Work instruction →
Count the lines below that hold "above". Give the number without comment.

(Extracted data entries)
★ ★ ★ ★

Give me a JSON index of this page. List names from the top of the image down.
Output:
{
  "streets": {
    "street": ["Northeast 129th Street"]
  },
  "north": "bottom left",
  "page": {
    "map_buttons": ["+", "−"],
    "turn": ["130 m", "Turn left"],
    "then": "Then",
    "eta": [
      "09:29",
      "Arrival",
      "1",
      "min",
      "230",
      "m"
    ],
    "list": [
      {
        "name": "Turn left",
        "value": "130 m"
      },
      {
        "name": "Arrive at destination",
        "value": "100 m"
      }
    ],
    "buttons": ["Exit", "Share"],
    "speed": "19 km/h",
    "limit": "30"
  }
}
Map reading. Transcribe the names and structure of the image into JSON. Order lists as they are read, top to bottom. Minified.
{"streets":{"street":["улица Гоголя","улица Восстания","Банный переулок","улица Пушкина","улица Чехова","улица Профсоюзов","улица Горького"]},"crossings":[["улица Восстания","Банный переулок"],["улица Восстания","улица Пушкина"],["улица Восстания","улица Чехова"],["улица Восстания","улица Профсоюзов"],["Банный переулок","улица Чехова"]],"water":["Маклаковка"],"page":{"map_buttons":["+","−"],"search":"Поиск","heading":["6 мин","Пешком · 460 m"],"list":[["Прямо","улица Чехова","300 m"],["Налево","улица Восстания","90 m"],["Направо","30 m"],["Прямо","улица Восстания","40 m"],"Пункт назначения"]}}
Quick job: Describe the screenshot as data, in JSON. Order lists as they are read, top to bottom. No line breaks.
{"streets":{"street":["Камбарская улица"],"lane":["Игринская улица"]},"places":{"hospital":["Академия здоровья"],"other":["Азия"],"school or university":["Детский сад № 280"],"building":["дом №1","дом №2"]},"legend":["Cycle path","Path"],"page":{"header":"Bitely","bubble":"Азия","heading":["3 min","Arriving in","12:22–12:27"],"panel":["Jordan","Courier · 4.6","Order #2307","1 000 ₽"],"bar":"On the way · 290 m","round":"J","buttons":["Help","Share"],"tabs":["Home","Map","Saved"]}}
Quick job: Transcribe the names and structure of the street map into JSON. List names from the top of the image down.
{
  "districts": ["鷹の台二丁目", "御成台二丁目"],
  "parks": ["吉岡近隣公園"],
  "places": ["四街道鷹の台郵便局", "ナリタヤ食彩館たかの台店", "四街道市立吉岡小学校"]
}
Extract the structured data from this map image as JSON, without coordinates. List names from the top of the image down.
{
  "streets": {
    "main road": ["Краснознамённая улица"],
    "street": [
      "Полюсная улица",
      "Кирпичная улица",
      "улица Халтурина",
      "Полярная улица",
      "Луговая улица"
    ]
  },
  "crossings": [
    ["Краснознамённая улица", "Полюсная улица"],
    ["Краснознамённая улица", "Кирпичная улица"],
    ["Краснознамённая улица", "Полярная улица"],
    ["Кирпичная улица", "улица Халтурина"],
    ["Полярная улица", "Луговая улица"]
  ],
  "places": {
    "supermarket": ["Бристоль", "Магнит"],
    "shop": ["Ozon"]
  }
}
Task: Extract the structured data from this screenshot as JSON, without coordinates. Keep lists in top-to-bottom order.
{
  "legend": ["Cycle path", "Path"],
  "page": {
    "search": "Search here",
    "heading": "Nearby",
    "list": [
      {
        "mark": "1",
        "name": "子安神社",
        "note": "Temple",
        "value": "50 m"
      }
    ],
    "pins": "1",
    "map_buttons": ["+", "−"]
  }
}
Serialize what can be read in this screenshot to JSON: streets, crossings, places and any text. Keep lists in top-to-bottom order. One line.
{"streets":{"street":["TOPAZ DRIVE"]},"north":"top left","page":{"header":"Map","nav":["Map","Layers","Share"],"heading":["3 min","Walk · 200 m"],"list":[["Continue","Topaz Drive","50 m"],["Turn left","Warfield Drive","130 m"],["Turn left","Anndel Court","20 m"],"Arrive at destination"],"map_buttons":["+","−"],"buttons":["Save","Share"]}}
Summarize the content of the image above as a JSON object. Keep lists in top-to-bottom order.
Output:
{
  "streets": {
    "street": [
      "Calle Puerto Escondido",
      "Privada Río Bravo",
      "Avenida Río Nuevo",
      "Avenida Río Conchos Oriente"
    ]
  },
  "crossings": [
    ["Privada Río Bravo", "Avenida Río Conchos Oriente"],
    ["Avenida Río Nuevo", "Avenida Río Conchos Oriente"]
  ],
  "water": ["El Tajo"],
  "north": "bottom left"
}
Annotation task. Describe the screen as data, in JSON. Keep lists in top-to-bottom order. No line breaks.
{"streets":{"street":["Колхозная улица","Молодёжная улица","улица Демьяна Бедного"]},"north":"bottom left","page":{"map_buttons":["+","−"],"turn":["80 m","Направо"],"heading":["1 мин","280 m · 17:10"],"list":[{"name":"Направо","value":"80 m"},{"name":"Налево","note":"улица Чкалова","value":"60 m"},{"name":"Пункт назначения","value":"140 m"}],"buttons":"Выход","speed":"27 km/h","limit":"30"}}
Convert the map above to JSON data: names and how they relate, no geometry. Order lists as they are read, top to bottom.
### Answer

★ ★ ★ ★

The completed task →
2